## [Saved entries]
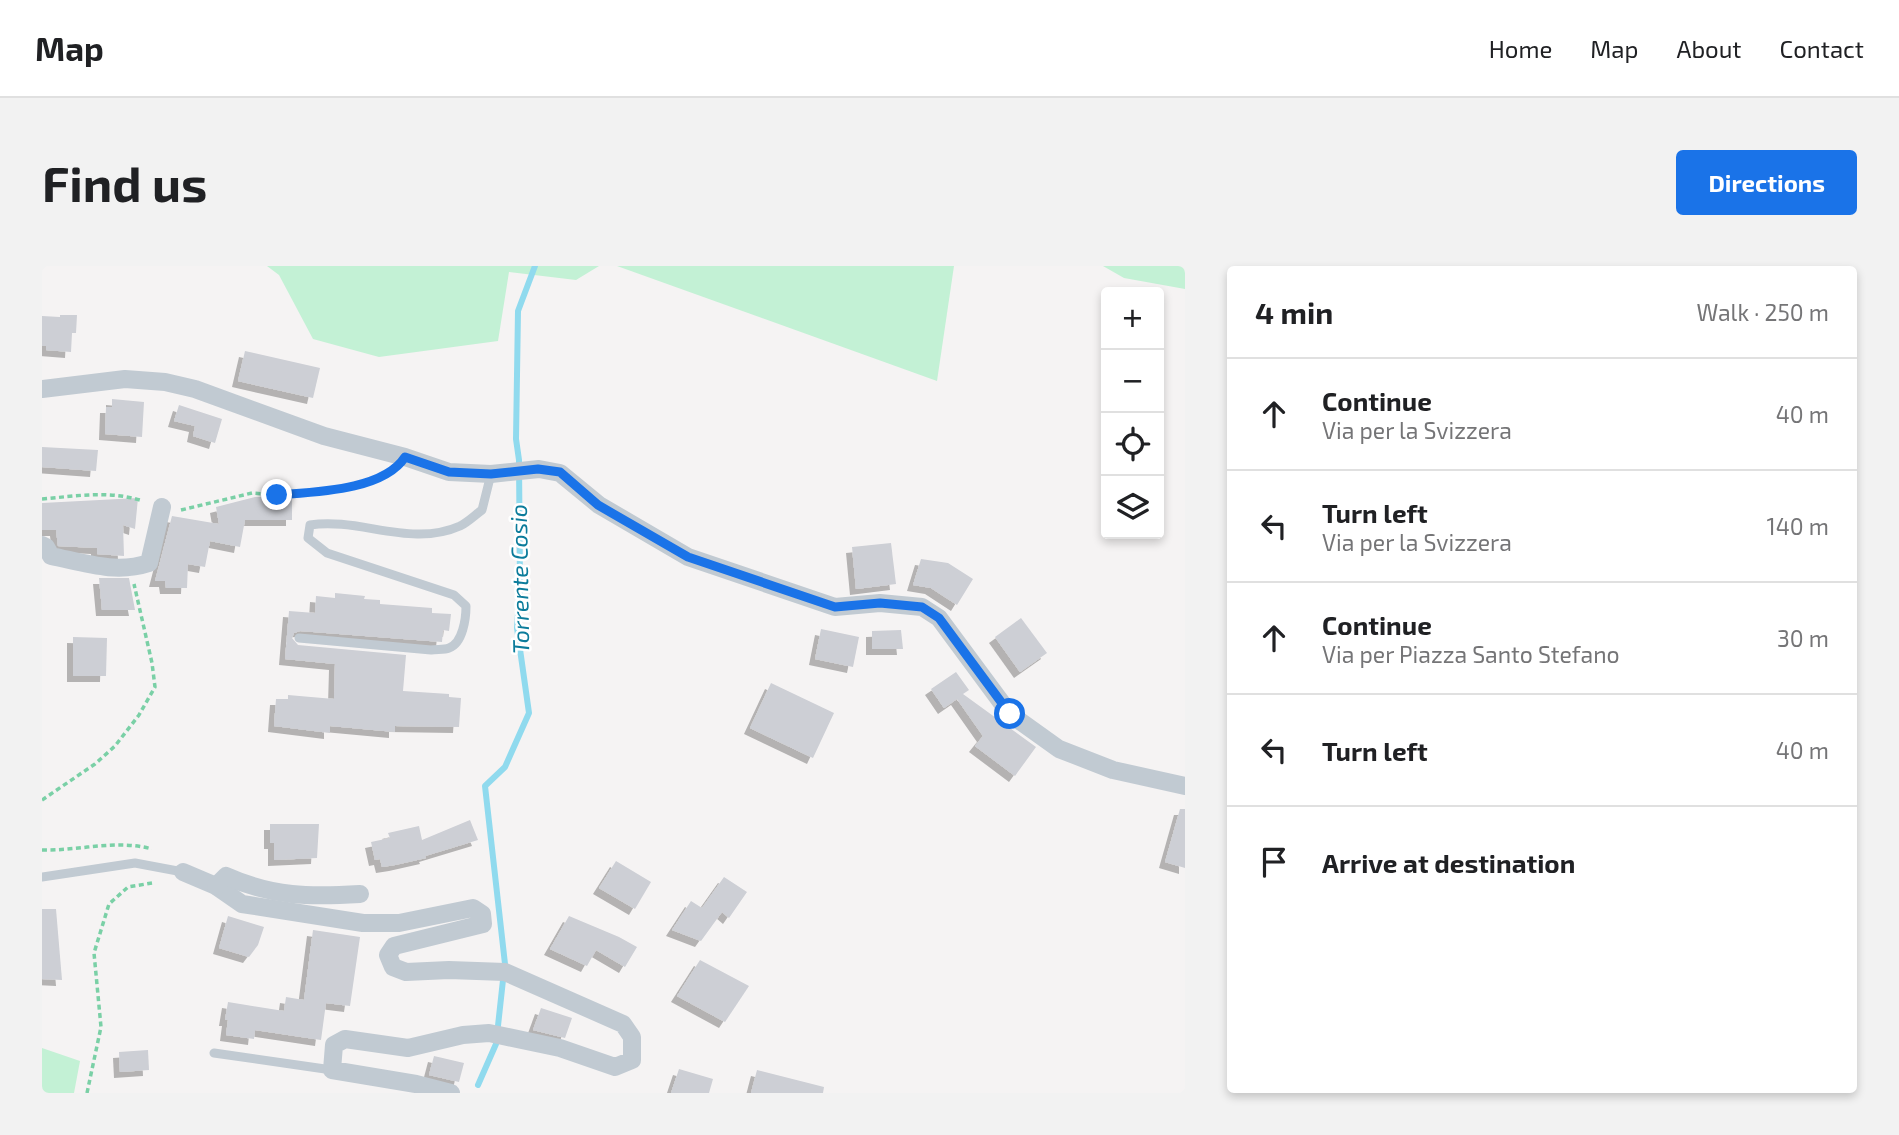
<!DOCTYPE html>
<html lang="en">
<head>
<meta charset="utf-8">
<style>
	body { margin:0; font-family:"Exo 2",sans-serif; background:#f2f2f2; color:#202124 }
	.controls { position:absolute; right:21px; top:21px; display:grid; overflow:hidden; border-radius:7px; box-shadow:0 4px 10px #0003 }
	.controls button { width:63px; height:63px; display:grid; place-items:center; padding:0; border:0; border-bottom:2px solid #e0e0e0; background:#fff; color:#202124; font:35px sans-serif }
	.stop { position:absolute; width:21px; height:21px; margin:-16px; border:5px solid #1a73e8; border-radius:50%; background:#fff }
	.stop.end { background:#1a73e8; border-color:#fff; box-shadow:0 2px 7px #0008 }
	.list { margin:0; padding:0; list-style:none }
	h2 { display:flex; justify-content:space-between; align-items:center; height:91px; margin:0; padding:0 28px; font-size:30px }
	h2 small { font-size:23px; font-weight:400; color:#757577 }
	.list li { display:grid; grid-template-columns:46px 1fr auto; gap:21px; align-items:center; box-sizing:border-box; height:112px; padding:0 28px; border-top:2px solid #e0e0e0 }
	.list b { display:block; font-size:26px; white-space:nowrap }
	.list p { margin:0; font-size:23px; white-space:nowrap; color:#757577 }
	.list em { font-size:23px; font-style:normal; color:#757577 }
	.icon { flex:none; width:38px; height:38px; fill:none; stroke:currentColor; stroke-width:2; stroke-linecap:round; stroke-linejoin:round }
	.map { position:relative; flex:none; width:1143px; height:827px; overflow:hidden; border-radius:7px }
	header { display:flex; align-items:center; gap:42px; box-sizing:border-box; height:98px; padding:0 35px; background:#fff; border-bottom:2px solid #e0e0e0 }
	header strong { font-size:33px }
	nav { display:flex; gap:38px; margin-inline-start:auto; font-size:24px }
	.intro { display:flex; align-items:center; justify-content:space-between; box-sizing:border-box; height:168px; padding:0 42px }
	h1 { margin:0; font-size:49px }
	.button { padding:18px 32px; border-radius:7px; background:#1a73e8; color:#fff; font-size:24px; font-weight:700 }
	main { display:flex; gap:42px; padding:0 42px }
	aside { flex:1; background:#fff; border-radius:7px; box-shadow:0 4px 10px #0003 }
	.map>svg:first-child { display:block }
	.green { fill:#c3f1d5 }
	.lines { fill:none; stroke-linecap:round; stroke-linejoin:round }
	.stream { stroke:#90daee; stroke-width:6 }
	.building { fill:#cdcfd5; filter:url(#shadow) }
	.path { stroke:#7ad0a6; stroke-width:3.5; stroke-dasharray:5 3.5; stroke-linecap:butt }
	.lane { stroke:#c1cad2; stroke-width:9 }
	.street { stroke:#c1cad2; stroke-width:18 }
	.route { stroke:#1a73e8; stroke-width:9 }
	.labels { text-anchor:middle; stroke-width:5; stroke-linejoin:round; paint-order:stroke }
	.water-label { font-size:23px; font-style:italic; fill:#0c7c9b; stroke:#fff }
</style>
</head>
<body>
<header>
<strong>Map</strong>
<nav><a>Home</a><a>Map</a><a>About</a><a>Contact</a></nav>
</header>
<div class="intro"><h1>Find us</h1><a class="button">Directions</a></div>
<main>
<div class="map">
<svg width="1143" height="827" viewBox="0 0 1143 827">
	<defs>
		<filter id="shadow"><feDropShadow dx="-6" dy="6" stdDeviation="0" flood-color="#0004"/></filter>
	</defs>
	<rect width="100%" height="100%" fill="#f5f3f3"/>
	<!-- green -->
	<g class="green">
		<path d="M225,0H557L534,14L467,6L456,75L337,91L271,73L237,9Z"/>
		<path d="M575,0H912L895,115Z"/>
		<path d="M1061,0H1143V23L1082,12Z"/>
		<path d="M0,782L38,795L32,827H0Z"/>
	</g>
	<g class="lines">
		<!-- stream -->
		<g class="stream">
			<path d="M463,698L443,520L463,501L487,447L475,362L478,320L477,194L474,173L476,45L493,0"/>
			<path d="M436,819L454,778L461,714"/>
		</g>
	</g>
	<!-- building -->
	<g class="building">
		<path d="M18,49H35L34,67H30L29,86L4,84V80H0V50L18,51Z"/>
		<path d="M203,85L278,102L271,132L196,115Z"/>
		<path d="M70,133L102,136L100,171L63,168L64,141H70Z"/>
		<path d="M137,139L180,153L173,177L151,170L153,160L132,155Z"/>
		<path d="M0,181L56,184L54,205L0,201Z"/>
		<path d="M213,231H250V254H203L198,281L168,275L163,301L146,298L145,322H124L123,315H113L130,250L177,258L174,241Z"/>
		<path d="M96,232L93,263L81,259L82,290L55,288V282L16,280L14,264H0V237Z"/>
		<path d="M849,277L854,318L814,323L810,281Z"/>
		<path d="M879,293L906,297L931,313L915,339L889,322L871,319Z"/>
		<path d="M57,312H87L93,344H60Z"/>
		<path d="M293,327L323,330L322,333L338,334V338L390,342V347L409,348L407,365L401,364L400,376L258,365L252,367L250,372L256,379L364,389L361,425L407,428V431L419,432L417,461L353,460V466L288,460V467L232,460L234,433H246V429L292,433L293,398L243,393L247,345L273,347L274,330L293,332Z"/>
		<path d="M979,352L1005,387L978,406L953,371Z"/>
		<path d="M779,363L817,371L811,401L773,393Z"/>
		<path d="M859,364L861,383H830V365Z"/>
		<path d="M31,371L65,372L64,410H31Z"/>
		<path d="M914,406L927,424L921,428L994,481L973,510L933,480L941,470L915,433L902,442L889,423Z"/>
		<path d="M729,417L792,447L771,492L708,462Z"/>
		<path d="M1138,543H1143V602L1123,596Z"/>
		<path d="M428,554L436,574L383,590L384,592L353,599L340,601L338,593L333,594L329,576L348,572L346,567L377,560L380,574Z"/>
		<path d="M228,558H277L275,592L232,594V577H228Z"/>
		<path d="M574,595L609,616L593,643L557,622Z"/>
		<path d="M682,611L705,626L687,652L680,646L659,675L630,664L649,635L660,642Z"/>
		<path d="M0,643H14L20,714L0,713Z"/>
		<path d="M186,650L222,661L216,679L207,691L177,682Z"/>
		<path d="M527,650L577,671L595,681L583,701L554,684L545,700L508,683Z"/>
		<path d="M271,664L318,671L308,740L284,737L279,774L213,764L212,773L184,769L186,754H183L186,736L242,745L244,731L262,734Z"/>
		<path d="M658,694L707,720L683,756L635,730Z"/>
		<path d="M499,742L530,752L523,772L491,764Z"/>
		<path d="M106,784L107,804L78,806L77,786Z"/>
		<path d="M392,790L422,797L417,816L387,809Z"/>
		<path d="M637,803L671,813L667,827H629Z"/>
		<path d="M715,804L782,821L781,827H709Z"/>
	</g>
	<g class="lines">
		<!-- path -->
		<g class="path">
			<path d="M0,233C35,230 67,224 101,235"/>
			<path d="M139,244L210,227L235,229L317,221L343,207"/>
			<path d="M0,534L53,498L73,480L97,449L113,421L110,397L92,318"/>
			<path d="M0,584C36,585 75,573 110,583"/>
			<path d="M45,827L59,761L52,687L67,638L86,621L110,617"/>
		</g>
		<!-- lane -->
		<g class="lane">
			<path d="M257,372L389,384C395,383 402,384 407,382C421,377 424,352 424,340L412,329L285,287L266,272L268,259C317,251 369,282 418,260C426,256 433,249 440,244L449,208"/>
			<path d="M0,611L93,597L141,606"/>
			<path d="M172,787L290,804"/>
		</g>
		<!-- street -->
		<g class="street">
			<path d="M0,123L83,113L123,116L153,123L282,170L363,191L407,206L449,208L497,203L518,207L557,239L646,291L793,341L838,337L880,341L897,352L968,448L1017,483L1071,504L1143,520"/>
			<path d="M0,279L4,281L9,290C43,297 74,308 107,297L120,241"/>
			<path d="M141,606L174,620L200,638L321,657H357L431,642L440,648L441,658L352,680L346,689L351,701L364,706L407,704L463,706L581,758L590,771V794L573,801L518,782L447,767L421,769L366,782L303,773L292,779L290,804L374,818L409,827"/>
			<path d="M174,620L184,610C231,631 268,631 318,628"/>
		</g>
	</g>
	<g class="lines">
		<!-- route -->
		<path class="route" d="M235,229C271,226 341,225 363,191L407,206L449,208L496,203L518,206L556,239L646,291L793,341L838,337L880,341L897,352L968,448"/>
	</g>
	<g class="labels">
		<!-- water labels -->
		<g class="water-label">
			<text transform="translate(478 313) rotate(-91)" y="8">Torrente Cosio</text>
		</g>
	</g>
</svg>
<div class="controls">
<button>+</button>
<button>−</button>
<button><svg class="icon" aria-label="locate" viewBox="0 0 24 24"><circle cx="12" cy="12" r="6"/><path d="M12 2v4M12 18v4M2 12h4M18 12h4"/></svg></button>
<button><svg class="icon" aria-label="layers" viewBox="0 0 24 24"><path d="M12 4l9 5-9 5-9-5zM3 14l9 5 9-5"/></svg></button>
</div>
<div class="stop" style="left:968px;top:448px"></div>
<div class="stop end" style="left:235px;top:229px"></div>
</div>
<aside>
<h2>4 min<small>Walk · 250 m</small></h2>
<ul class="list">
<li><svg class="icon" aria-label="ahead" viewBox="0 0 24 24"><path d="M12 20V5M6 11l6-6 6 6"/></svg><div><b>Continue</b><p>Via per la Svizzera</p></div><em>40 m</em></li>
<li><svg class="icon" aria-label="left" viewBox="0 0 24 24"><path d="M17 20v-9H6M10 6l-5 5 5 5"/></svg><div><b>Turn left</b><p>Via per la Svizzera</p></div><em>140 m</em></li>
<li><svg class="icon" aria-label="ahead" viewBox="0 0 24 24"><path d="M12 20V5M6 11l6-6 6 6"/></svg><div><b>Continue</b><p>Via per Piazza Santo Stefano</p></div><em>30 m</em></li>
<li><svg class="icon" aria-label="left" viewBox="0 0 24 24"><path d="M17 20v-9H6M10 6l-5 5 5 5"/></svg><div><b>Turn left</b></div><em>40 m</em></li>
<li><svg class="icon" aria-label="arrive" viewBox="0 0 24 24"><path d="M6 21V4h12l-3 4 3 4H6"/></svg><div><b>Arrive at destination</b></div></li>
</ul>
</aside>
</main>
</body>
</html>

## [PROBLEM DETAILS]
Return, with no change at all, every line in the entries above from the line containing "margin:0; padding:0; list-style:none" through the line containing "font-size:23px; font-weight:400; color:#757577".

## [YOUR RESPONSE]
	.list { margin:0; padding:0; list-style:none }
	h2 { display:flex; justify-content:space-between; align-items:center; height:91px; margin:0; padding:0 28px; font-size:30px }
	h2 small { font-size:23px; font-weight:400; color:#757577 }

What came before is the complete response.